#### WHAT THE EXERCISE ASKS:
Find every line below that contains the word "JSON" and copy it out.

#### AVAILABLE DATA:

=== Section Start ===

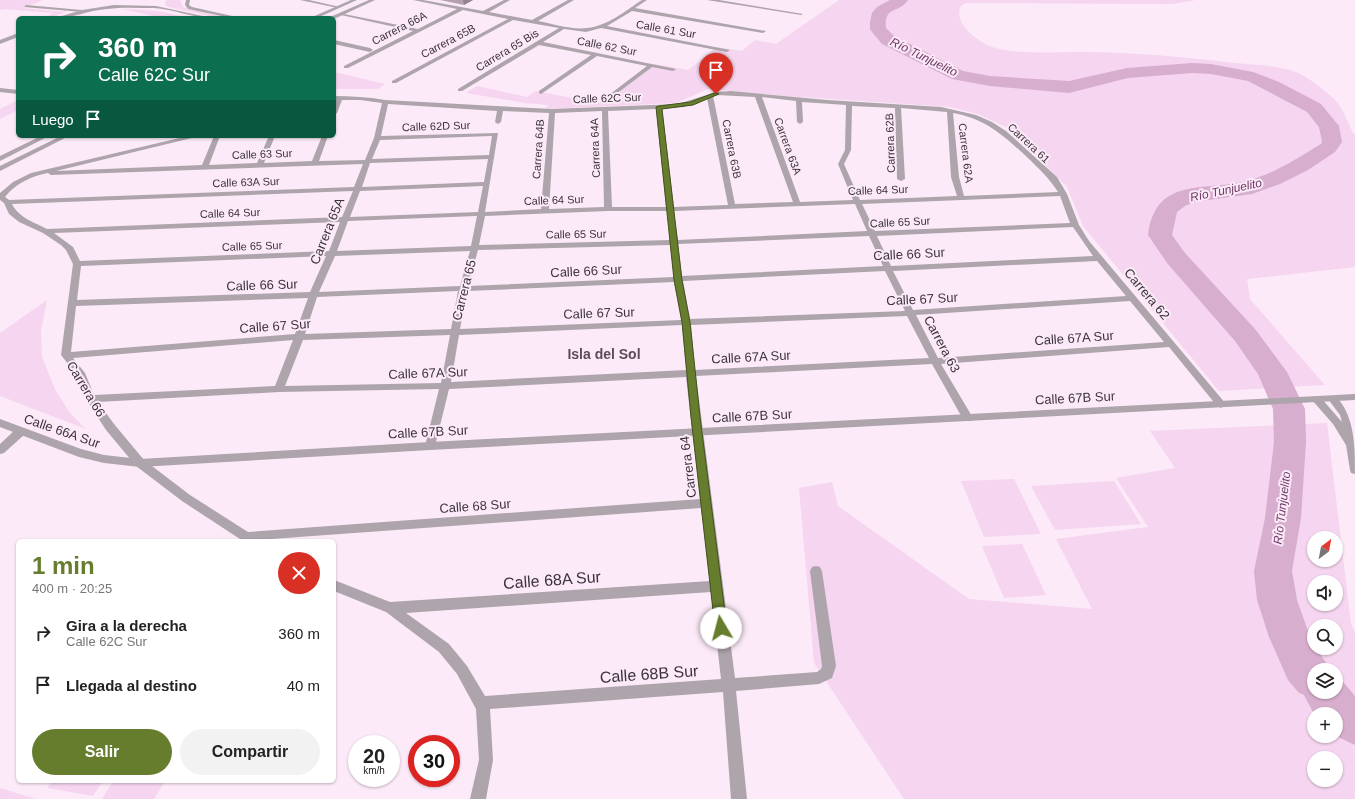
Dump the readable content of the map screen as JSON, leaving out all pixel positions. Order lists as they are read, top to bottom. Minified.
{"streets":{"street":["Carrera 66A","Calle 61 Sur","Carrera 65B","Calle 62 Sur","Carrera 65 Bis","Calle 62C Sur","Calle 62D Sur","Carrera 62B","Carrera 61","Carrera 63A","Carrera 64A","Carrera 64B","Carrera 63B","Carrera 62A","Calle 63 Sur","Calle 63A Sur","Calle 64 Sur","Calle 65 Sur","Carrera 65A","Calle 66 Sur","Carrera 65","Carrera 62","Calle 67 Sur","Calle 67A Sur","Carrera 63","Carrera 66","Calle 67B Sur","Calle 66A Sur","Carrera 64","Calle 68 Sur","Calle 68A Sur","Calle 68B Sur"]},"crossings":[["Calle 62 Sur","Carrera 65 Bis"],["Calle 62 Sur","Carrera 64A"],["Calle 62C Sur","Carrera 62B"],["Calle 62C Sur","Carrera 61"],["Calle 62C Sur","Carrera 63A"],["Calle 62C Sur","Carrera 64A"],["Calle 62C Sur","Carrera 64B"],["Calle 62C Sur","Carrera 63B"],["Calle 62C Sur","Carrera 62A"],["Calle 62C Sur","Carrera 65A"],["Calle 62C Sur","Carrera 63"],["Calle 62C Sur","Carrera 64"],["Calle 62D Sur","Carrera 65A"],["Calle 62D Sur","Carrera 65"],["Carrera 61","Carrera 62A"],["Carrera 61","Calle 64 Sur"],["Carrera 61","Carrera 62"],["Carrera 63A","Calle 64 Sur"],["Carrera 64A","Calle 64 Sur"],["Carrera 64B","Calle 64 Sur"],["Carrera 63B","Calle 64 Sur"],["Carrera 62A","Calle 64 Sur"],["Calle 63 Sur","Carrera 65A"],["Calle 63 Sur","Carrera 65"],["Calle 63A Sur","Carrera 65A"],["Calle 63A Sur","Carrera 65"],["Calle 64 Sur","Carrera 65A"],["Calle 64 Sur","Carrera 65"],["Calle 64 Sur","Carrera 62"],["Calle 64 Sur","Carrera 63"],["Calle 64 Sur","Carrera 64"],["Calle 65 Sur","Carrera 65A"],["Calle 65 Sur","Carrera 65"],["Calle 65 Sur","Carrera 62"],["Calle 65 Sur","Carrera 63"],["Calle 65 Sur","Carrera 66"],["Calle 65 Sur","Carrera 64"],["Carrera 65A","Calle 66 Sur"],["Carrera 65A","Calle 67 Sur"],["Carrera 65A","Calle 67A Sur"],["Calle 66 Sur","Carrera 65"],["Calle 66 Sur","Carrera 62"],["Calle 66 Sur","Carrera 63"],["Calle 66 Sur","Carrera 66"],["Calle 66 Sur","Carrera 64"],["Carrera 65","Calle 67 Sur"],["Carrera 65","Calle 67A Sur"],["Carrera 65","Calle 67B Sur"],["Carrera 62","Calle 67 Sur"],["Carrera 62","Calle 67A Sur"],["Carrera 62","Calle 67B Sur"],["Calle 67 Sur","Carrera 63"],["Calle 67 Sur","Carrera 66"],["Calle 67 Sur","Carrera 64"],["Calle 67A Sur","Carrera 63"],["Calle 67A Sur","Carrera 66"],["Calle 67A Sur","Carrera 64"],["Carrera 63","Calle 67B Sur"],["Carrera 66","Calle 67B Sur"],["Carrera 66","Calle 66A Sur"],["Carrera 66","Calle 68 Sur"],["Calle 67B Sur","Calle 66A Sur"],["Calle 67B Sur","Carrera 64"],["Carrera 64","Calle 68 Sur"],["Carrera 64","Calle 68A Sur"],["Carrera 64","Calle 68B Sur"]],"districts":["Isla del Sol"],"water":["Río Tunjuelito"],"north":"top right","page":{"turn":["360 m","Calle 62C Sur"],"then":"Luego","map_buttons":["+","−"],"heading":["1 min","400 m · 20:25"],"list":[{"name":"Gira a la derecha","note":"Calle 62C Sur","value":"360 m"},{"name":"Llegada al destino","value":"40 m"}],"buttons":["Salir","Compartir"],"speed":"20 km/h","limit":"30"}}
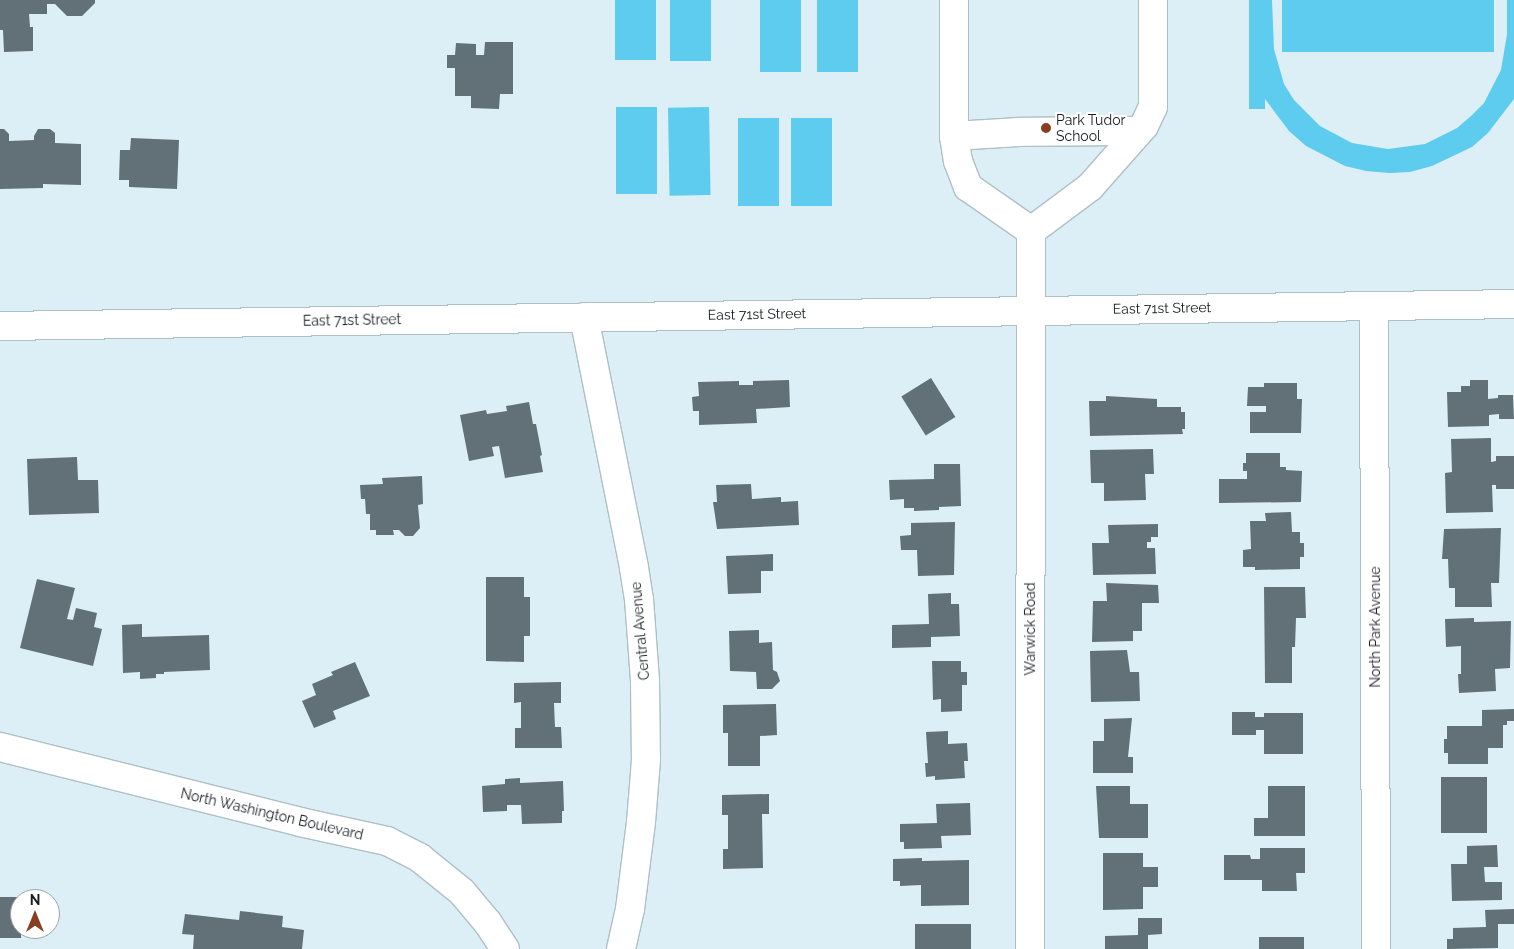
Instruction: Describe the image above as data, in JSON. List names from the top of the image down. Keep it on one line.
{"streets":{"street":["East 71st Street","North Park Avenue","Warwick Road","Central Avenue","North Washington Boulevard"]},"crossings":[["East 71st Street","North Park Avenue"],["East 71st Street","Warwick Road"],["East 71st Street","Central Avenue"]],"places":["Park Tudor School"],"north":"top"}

=== Section End ===

#### SOLUTION FOR THIS EXERCISE:
Dump the readable content of the map screen as JSON, leaving out all pixel positions. Order lists as they are read, top to bottom. Minified.
Instruction: Describe the image above as data, in JSON. List names from the top of the image down. Keep it on one line.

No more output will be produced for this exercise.